The way you chew your food also has an impact on weight loss, according to science. For starters, when you practice mindful eating, you're giving your brain enough time to register its hunger and satiation cues. Apparently, it takes about 20 minutes from the time food enters your mouth for your brain to register fullness (via Web MD). By giving yourself time between each mouthful, you're leaning into these hunger and fullness cues more, thereby avoiding overeating.

A 2017 study published in BMJ Open that tracked people with diabetes found that people who took the time to eat mindfully felt full sooner and also had smaller waist circumferences and reduced body mass index (BMI). A 2013 study published in the Journal of the Academy of Nutrition and Dietetics found that people who didn't rush through meals ate less. 

The link between eating slowly and burning calories

There is also some science to support the theory that the way you chew your food could also contribute toward calorie burn. One study that looked into this was a 2014 study published in the journal Obesity. Fewer chews and shorter meal times were linked with reduced diet-induced thermogenesis (DIT), otherwise known as an increase in metabolic rate in your body after you've consumed food. A 2021 study published in Scientific Reports had similar results. 

Professor Naoyuki Hayashi from Waseda University, Japan, who co-led the 2021 study shared (via Science Daily), "We found DIT or energy production increased after consuming a meal, and it increased with the duration of each taste stimulation and the duration of chewing." Taking the time to properly chew you food could promote weight loss by preventing metabolic syndrome, added the researchers. Metabolic syndrome refers to a group of health risks related to cardiovascular disease — like obesity and hypertension (via Johns Hopkins Medicine).  

Since science has so much to say about mindful eating, how can someone who's prone to eating too fast change their habits? It might look simple on the outset, but changing the way you eat is going to take some trial and error but at least you're more likely to lose weight (if that's a goal for you). Here are some tips. 

How to learn to chew slowly

You may want to start off with looking at your eating habits in general — do you eat in front of the TV all the time? Do you rush through your meals because of work deadlines? Does this mean you snack in the car or at your work station while replying to emails? 

In order to be able to chew slowly, you may have to first separate meal times from other distractions.

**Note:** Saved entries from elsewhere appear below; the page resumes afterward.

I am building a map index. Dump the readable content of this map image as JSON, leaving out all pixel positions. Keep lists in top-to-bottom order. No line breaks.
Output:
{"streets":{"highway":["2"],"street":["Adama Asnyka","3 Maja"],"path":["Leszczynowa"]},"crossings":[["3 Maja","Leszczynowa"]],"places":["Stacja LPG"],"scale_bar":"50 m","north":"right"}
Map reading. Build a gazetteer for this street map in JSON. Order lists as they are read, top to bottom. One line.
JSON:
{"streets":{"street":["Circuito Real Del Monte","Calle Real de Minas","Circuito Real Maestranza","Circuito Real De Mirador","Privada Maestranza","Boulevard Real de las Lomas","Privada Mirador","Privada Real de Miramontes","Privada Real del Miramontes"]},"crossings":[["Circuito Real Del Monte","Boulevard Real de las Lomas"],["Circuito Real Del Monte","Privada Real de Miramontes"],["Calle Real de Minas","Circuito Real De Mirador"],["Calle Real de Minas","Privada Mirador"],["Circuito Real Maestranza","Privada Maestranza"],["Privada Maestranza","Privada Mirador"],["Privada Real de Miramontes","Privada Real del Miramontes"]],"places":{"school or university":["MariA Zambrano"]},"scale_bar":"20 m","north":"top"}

For some, this might mean making a conscious choice to sit at the dinner table instead of in front of the TV. For others, it could simply be about paying attention to the number of times you're chewing your food. Once you've established meal times, you can try some expert-recommended tips like 40 chews per bite, taking a sip of water after each mouthful, or pacing yourself with a slow-eater (via Eating Well).

If any of these feel too forced or hinder the pleasure of eating for you, you can try what nutritionist and author of "The Low-Fad Diet: A healthy balanced diet for weight loss, for life," Jo Travers, shared with The Guardian. Take a bite of your food, put the cutlery or food down until you're done chewing and swallowing, and then pick up the food or cutlery again. "There is something that invites urgency when you have a fork full of food in front of your face, waiting to go into your mouth, which makes you think you need to finish your food more quickly," explained the registered dietician.